Mercedes Dorame, Abalone Congregation, Everywhere is West
Indigeous artists have a different (they suggest "healthier") way of being in the world. Meet eleven artists and view their work reflecting how they see the world.
"Seeing with an Indigenous eye means considering the present in terms of its extended past and future. What seems simple on the surface is often shaped and transformed by oral traditions that bear witness to an interconnected and animate landscape. Humanity and nature—always in dialogue—share knowledge, intelligence, and volition to shape our world and inform our actions. Indigenous customs are dynamic and innovative. These artists are flexible in their choices and uses of tools and in the new ways they blend historical practices and diverse materials into their work. Even those artists who attend most overtly to timeless oral histories, stories, and traditions offer works that are shaped by contemporary life. Speaking with Light, Denver Art Museum.
In this session you will find eleven Indigenous artists using different art forms in expressing how they see their way in being in the world.
On Romanticism, an essay by Paul Chatt Smith, author and Associate Curator at the National Museum of the American Indian from Everything You Know about Indians is Wrong, Minneapolis: University of Minnesota Press, 2009.
Meaning of Life, an essay by Paul Chatt Smith, author and Associate Curator at the National Museum of the American Indian, from Everything You Know about Indians is Wrong, Minneapolis: University of Minnesota Press, 2009.
Scroll down for an overview of the work of these artists. How would you describe their work?
Mercedes Dorame
# 1. Mercedes Dorame of Tongva ancestry is a multi-disciplinary artist in Los Angeles, CA.
"It is not only about reclaiming space and creating an image…but also about imaging space in a way that asserts an inescapable presence" - Mercedes Dorame
"My art is an expression of many overlays of experience, of moving through the land and sky as an Indigenous person, being called a trespasser on my homelands and reconciling how to work through these experiences in an empowered way.
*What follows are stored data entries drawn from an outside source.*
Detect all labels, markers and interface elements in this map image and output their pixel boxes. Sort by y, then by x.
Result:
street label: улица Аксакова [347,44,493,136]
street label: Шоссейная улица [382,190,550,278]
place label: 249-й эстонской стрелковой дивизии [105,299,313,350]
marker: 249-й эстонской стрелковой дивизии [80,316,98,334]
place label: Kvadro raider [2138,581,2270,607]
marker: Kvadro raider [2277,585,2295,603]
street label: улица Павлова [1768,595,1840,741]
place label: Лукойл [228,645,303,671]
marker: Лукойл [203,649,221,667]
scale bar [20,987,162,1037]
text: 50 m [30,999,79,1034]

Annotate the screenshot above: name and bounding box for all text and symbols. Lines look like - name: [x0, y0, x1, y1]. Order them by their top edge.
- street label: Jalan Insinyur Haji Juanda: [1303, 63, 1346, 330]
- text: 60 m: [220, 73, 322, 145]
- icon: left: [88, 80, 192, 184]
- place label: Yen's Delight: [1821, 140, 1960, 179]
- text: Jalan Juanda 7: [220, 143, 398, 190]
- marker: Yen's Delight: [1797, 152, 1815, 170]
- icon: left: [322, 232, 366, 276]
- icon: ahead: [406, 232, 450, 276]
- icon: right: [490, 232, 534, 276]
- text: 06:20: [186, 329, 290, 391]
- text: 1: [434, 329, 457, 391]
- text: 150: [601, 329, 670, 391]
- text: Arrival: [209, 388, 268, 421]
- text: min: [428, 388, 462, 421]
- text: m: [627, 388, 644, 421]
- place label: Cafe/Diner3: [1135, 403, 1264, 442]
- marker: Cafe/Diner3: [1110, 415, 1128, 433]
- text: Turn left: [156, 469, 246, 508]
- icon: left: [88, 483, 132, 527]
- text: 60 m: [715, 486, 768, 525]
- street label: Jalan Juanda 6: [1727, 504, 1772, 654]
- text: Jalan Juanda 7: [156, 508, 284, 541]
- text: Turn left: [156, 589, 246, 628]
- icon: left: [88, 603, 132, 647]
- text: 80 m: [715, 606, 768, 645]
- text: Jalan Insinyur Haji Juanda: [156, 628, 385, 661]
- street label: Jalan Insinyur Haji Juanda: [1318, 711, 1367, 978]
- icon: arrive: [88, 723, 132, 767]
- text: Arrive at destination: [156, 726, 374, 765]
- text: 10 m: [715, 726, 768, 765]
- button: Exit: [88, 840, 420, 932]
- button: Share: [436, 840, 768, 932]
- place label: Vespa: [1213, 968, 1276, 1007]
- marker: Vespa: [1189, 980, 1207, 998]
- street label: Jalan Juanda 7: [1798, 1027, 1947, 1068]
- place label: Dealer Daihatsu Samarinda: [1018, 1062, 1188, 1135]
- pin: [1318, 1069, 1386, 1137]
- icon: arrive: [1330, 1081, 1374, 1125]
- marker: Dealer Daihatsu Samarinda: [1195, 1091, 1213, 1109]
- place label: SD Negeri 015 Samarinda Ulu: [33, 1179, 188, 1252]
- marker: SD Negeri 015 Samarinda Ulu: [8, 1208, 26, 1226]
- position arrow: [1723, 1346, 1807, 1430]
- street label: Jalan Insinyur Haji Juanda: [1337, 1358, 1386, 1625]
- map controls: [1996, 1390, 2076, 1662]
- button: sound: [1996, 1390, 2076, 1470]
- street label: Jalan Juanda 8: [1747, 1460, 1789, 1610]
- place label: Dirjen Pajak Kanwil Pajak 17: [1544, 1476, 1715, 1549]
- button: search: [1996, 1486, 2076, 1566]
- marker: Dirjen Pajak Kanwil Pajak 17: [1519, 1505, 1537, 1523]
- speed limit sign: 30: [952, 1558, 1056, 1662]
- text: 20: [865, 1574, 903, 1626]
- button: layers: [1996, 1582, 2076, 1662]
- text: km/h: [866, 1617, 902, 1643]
I ask that we remember the ground we walk on, and who the original caretakers are, and I also remind us to look up. I collaborate with the earth and the cosmos to remove First Peoples from the past tense and reimagine our decolonized sovereign future. - Mercedes Dorame, "Where Sky Touches Water"
Further background information
Mercedes Dorame, Woshaa’axre Yaang’aro (Looking Back), June 20, 2023–June 16, 2024, GETTY CENTER
Mercedes Dorame:Everywhere is West, YouTube, 5.58 min.
See work below by Mercedes Dorame
Mercedes Dorame, Nest of Apparitions—Mopii’ar Kiiy Akaawkoc, from the series Earth the Same as Heaven—‘Ooxor ‘Eyaa Tokuupar, 2013, Inkjet print (Collection of Amon Carter Museum of American Art, Fort Worth, Texas, P2022.3. © Mercees Dorame 2022)
"Upon close looking, what appears to be a bit of yarn caught in a bramble is actually a meticulous construction by Mercedes Dorame. This humble nest is a portal to the artist’s memories and her deep relationship to the Malibou property on which, until recently, her maternal grandparents lived. Constructing and photographing the nest created a story that will stay with her long after others take over the place. It also acknowledges her Tongva Nation’s longstanding residency in the basin of what today is called Los Angeles." (Amon Carter Museum of American Art)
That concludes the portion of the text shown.